--- INPUT MATERIAL ---
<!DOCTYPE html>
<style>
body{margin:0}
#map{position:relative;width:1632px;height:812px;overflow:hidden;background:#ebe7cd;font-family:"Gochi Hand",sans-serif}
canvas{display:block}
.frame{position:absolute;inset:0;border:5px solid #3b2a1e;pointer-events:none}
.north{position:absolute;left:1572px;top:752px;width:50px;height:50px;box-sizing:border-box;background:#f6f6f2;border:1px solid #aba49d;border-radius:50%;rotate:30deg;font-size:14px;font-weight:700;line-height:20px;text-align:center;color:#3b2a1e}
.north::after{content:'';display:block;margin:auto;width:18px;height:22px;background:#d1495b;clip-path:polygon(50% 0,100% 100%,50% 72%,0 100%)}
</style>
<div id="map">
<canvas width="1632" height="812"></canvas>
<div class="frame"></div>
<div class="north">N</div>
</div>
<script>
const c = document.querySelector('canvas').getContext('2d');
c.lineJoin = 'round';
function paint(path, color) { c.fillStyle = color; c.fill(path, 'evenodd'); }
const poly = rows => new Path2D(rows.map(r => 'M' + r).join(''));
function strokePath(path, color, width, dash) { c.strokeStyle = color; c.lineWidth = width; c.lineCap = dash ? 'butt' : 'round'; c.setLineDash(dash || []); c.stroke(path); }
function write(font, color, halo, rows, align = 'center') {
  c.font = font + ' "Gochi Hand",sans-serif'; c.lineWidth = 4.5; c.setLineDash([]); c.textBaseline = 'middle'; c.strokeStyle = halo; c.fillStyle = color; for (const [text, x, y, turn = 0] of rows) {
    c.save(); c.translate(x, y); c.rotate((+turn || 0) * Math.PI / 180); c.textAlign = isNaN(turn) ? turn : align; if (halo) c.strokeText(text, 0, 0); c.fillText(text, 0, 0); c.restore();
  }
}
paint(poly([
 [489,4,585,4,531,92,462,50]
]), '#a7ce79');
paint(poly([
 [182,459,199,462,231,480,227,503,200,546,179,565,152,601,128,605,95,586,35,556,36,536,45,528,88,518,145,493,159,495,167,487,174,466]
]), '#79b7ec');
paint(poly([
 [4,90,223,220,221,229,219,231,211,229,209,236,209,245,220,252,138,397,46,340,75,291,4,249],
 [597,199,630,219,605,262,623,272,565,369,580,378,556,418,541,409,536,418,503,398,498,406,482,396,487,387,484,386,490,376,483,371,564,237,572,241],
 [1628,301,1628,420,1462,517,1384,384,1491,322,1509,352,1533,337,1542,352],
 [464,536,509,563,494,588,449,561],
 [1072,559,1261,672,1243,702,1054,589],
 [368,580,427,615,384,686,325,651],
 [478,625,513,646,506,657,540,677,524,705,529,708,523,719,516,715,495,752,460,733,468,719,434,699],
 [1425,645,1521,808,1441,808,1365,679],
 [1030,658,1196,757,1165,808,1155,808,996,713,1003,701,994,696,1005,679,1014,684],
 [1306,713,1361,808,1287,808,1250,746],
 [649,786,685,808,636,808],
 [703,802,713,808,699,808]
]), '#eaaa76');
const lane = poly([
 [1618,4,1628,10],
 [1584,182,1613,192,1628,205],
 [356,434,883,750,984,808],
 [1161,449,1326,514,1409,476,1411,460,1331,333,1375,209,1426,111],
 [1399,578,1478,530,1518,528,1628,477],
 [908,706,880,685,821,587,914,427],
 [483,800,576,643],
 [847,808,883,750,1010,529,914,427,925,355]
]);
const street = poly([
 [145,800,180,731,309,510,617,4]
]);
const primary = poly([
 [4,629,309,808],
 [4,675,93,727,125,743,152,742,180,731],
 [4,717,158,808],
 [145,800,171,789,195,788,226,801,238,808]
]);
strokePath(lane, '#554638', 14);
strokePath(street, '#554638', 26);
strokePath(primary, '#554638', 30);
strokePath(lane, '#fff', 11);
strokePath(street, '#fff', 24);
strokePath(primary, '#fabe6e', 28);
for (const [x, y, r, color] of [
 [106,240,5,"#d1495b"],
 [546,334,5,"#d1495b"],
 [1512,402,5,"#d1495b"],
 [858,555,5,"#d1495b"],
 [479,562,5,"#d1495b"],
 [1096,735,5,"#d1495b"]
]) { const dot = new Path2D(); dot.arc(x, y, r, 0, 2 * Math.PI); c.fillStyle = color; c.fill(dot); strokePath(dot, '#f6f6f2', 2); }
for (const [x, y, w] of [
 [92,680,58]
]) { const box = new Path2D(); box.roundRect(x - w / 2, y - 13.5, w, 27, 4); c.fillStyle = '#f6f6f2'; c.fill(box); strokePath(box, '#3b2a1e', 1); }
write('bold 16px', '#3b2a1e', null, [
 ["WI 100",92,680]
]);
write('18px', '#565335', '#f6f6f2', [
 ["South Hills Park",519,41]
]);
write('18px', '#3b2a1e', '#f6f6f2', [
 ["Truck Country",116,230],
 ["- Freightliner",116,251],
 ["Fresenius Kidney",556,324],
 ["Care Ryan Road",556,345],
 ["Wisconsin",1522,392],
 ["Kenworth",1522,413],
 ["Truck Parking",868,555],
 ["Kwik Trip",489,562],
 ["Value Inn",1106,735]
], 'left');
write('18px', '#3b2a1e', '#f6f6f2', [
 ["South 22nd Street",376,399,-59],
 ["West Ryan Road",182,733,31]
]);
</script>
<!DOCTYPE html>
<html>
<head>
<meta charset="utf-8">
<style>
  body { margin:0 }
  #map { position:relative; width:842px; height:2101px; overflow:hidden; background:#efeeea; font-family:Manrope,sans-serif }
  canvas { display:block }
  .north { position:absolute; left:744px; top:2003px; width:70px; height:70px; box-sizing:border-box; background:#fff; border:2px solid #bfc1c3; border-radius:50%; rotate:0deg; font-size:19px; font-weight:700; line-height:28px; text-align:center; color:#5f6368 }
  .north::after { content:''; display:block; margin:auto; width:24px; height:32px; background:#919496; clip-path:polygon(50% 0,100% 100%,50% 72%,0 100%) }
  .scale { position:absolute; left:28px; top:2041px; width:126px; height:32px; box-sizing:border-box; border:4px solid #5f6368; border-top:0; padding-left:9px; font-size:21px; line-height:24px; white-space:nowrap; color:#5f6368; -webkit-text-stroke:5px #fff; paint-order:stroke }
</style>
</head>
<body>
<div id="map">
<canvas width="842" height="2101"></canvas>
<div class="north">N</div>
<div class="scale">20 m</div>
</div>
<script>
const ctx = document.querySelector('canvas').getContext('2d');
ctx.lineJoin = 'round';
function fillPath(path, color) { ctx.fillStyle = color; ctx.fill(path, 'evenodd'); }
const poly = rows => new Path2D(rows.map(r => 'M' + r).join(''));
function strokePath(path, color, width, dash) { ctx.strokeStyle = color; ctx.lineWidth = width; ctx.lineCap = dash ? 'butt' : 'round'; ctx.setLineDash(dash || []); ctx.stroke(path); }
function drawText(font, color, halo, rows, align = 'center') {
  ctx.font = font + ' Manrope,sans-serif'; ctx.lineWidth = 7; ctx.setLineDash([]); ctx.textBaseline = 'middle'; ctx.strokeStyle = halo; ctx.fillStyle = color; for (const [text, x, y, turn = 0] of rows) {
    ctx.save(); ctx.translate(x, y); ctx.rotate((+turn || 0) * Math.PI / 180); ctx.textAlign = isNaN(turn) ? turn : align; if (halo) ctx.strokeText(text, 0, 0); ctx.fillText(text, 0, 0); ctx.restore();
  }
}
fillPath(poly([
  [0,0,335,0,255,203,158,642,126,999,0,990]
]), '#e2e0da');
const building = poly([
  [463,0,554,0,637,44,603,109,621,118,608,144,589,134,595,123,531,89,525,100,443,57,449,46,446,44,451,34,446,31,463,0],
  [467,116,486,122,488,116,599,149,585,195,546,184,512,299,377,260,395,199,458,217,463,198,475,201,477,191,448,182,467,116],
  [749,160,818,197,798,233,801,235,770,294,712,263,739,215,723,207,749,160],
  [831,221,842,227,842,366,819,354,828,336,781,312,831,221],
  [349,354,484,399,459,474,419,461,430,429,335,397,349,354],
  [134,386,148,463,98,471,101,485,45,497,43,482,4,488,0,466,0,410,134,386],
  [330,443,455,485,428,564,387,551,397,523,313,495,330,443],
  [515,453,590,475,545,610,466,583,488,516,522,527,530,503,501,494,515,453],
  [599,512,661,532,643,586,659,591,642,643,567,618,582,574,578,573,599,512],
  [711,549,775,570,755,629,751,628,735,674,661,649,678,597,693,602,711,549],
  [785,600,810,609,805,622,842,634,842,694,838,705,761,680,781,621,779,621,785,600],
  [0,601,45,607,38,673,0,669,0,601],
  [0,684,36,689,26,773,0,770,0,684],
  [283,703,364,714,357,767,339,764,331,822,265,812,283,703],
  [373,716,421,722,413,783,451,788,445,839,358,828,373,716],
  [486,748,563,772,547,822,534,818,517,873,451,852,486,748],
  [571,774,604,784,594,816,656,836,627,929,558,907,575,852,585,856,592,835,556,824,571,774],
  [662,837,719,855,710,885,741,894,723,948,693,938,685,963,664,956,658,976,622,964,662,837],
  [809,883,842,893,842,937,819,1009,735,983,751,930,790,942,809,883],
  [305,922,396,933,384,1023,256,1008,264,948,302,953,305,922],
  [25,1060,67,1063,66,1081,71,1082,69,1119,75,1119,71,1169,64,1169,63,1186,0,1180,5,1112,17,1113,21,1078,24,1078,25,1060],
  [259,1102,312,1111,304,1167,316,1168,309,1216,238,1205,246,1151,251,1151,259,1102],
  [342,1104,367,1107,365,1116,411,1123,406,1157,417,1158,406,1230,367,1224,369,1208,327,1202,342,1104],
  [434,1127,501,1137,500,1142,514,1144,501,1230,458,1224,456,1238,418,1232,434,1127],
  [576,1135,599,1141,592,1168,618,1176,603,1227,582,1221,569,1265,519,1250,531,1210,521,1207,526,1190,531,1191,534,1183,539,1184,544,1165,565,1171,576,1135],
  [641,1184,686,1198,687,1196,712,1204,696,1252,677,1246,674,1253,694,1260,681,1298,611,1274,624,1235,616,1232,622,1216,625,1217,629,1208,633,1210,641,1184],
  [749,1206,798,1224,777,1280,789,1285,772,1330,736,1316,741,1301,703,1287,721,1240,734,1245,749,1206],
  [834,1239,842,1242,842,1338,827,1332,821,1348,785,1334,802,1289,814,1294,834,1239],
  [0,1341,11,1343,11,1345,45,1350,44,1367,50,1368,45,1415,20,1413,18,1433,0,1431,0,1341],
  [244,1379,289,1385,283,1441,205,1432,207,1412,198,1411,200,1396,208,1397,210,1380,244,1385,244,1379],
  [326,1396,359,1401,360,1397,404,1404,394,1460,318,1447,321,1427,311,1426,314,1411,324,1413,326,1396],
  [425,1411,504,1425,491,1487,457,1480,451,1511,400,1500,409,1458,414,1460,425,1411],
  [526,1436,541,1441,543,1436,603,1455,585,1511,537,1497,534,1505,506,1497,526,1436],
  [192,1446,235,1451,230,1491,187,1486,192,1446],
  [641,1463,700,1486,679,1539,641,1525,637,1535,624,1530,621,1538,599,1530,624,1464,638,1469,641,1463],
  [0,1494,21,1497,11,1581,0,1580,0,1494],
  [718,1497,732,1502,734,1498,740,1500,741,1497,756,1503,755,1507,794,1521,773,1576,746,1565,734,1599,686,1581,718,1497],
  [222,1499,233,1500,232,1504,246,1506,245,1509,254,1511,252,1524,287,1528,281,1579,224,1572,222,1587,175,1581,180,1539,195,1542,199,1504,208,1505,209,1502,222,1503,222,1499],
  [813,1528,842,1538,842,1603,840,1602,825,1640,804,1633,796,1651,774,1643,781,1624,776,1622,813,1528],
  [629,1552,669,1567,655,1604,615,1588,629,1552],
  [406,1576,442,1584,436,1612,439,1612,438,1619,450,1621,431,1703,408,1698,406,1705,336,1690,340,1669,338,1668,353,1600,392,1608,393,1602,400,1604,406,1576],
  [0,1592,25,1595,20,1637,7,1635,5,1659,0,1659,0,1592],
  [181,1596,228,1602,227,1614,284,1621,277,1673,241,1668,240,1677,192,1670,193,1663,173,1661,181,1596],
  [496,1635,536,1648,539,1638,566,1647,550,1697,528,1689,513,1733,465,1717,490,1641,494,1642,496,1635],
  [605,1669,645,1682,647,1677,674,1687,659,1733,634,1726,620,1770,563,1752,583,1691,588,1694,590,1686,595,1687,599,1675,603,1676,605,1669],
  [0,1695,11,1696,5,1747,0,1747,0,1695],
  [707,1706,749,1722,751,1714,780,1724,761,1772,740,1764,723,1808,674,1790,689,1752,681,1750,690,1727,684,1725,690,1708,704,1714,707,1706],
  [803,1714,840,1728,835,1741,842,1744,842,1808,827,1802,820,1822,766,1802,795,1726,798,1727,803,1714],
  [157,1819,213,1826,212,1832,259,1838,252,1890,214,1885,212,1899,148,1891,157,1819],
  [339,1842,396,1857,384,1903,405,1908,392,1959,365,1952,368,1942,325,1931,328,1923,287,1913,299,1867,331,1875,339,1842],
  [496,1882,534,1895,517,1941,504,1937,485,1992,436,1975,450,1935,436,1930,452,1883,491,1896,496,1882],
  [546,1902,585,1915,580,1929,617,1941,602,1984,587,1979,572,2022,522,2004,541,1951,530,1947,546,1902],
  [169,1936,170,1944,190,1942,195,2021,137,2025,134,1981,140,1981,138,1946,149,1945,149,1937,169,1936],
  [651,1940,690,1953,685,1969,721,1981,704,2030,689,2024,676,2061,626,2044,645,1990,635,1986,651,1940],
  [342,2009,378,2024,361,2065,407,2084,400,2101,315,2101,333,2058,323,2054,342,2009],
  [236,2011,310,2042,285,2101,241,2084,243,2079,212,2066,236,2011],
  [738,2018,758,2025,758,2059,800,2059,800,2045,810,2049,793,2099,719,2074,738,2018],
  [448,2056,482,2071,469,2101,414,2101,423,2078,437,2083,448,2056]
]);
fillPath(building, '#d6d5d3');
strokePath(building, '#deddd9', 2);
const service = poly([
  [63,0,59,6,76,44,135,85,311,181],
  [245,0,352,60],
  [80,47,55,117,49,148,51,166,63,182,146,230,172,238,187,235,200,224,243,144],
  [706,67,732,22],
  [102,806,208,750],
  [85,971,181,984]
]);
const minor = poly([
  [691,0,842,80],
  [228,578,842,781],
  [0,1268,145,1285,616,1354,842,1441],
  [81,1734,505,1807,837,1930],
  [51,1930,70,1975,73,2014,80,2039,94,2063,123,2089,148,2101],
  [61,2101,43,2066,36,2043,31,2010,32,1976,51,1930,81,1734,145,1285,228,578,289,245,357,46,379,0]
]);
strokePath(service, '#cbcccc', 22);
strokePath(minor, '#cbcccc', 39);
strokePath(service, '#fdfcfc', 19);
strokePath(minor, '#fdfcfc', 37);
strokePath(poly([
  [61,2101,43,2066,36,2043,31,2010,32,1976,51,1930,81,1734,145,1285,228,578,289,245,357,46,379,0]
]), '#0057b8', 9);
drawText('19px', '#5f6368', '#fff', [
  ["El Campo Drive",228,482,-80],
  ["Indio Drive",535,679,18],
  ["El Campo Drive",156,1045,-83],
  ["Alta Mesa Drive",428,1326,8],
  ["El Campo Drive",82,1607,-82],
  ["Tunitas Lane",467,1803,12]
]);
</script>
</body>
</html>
---
ACTIVITY — Once you find the line with "function write(font, color, halo, rows, align" above, print it and every line after it up to and including the line with "c.font = font", exactly as written and nothing else.

TASK RESULT —
function write(font, color, halo, rows, align = 'center') {
  c.font = font + ' "Gochi Hand",sans-serif'; c.lineWidth = 4.5; c.setLineDash([]); c.textBaseline = 'middle'; c.strokeStyle = halo; c.fillStyle = color; for (const [text, x, y, turn = 0] of rows) {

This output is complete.